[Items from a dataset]
■ ■ ■ ■ ■ ■ ■
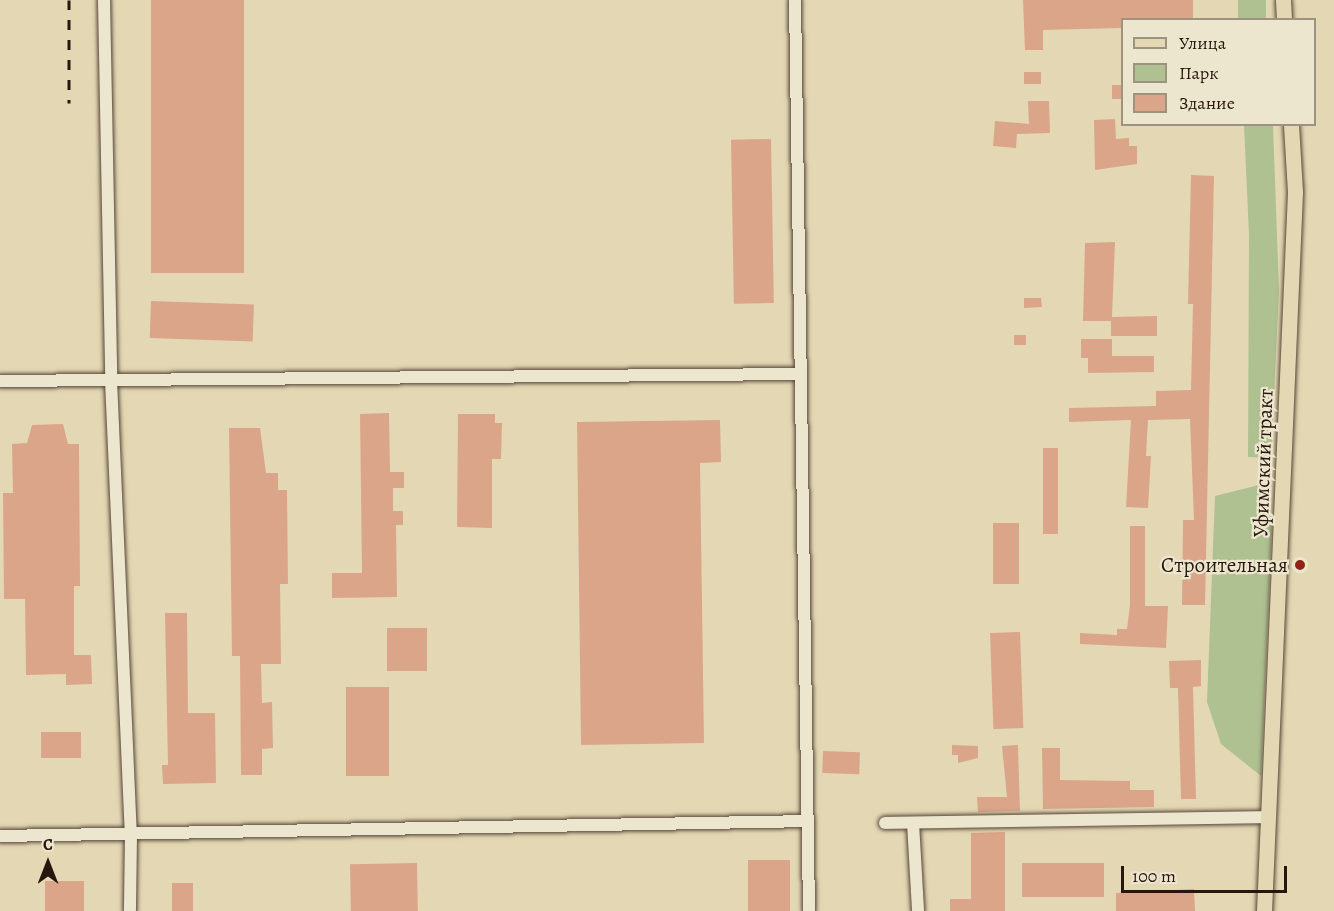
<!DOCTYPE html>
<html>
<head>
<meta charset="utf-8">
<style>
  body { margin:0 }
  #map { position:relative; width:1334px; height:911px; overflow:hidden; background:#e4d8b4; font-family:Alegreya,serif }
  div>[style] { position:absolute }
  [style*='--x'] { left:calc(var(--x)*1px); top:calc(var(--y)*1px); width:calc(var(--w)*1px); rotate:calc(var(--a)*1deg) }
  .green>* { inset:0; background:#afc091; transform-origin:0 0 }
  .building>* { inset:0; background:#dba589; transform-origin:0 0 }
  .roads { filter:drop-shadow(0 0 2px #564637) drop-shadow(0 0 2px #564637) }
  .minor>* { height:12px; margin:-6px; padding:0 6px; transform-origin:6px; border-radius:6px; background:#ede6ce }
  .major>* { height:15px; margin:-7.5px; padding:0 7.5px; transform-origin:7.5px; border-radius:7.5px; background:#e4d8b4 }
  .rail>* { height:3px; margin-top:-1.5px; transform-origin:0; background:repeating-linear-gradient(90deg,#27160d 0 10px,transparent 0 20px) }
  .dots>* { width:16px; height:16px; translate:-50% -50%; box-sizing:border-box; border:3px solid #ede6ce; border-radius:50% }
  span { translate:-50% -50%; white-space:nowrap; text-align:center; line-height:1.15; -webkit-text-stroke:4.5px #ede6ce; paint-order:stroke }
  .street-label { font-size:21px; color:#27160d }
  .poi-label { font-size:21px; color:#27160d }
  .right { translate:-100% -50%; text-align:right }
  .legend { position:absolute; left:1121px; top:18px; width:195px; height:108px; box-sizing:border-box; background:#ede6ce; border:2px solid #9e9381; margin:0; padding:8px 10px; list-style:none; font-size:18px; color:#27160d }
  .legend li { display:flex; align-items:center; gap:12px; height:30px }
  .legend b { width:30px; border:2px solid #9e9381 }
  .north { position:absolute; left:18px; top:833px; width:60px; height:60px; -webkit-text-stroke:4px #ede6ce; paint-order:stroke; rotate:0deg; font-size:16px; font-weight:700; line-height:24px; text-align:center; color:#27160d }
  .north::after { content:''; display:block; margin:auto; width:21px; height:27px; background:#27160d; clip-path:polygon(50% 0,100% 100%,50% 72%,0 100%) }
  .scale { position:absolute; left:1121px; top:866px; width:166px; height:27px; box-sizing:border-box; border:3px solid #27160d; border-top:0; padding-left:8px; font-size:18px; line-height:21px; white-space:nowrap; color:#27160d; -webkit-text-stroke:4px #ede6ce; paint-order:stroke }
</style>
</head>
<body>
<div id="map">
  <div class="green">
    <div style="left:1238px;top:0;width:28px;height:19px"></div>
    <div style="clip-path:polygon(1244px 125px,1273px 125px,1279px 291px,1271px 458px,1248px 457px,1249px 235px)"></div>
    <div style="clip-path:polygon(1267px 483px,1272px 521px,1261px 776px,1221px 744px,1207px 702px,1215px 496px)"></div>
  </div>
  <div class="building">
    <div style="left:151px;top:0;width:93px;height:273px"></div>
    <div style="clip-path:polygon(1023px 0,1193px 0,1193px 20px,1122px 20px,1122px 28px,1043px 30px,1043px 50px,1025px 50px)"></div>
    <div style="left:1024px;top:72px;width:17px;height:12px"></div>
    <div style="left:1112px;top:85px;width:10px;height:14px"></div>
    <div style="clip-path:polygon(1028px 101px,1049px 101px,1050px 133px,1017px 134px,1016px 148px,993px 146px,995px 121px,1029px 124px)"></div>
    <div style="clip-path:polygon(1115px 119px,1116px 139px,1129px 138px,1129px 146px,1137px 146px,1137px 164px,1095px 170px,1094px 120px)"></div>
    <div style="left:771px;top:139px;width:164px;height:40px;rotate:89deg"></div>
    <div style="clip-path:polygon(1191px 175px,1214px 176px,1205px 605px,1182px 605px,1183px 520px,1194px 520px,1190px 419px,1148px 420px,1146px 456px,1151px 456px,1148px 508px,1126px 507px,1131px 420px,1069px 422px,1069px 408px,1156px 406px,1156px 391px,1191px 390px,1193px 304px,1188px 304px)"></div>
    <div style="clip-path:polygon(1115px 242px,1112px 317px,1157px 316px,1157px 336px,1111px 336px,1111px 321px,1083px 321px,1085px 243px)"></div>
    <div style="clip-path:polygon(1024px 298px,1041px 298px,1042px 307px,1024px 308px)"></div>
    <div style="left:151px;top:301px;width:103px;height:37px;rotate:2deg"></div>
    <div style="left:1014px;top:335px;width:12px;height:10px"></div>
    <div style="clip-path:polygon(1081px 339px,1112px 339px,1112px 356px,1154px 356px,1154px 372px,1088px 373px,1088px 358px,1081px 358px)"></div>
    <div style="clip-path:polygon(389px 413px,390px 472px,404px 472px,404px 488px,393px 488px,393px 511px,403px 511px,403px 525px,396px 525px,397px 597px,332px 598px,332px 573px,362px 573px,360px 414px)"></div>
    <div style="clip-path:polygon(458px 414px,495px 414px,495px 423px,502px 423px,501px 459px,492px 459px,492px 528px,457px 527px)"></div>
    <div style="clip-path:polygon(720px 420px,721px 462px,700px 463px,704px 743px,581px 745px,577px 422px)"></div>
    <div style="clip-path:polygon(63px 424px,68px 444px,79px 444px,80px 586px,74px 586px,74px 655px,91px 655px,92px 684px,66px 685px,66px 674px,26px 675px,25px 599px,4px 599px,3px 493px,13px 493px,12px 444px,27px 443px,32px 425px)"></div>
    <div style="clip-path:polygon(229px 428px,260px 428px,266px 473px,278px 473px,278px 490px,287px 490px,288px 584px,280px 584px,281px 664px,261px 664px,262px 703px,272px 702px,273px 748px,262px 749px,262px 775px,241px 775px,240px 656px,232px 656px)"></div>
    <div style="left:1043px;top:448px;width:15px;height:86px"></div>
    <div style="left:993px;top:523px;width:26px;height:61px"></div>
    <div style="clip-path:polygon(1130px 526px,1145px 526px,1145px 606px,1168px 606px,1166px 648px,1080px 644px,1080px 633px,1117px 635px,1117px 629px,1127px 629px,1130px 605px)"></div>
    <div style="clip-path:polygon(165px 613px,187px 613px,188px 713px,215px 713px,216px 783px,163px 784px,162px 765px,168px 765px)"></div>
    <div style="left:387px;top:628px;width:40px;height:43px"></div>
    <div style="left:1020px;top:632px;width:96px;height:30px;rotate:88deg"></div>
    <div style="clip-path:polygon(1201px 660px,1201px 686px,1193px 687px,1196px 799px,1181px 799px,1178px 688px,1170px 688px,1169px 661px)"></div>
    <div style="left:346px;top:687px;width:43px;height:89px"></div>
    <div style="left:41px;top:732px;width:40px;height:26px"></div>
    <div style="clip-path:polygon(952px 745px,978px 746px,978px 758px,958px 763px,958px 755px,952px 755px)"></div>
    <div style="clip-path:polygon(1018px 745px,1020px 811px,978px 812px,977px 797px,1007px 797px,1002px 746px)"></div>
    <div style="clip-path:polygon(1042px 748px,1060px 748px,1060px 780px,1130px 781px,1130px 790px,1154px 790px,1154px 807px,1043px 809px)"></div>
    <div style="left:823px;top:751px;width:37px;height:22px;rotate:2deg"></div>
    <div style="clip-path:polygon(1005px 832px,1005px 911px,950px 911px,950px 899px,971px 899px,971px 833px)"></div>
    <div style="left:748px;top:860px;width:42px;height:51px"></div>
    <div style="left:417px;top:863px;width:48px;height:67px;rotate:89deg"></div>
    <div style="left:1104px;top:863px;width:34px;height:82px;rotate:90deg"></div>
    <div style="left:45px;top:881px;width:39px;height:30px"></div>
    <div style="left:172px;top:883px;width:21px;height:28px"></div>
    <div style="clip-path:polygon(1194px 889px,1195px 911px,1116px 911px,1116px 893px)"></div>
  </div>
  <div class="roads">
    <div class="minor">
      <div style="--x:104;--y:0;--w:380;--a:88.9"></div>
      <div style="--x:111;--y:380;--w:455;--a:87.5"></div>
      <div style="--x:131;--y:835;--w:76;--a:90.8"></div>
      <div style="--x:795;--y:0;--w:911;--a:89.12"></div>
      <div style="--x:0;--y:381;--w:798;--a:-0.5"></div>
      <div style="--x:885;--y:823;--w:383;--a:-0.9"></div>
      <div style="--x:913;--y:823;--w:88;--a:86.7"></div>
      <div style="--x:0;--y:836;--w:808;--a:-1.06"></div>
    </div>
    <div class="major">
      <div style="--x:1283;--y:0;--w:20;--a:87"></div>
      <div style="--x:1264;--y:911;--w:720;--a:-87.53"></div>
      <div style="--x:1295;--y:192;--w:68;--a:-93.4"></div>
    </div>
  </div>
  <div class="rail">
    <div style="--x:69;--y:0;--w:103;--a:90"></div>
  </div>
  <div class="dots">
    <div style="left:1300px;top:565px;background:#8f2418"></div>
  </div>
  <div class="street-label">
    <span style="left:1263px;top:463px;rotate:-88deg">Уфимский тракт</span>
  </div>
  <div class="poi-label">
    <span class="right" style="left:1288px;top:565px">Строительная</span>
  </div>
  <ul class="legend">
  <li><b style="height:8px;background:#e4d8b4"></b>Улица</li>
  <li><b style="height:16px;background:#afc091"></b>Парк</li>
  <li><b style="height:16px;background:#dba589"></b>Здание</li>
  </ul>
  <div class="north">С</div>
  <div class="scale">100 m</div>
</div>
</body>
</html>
■ ■ ■ ■ ■ ■ ■
To do = Up to and including the line containing "inset:0; background:#afc091; transform-origin:0", quote each line of the entries above from the very first, please, exactly and without images.

Solved exercise =
<!DOCTYPE html>
<html>
<head>
<meta charset="utf-8">
<style>
  body { margin:0 }
  #map { position:relative; width:1334px; height:911px; overflow:hidden; background:#e4d8b4; font-family:Alegreya,serif }
  div>[style] { position:absolute }
  [style*='--x'] { left:calc(var(--x)*1px); top:calc(var(--y)*1px); width:calc(var(--w)*1px); rotate:calc(var(--a)*1deg) }
  .green>* { inset:0; background:#afc091; transform-origin:0 0 }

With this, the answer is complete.